■ DATA EXCERPTS
##########

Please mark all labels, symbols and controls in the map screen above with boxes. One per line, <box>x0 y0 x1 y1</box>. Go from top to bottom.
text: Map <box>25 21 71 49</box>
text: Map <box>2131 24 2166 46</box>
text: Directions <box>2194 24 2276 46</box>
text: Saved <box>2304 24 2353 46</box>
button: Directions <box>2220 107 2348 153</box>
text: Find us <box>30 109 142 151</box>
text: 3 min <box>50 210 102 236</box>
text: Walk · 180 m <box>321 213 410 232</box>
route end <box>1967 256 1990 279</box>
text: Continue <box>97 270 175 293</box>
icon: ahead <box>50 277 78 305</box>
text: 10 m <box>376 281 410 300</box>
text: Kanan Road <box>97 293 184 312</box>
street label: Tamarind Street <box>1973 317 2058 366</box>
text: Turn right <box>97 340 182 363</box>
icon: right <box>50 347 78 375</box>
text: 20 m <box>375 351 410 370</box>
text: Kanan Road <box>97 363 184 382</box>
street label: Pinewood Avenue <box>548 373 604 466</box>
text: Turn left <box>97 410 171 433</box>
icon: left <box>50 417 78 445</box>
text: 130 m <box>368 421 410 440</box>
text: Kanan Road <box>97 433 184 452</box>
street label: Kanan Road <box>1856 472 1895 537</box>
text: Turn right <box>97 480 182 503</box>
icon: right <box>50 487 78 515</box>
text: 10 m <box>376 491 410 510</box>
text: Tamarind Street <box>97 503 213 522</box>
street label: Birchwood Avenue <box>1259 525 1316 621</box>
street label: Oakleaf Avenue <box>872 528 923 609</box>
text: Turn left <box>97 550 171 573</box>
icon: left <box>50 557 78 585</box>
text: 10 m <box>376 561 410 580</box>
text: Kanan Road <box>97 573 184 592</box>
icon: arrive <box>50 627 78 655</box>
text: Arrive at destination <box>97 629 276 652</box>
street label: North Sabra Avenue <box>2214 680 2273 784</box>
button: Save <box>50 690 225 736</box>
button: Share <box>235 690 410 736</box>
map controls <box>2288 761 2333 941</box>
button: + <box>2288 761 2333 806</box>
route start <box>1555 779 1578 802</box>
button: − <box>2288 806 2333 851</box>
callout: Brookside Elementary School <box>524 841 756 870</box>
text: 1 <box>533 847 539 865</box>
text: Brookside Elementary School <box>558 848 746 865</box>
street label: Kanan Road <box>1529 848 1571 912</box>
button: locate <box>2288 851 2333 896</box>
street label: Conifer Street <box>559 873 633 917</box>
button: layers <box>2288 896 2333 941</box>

##########

Among the records, find every line with the word "Kanan" and copy it.

■ ANSWER SPACE
text: Kanan Road <box>97 293 184 312</box>
text: Kanan Road <box>97 363 184 382</box>
text: Kanan Road <box>97 433 184 452</box>
street label: Kanan Road <box>1856 472 1895 537</box>
text: Kanan Road <box>97 573 184 592</box>
street label: Kanan Road <box>1529 848 1571 912</box>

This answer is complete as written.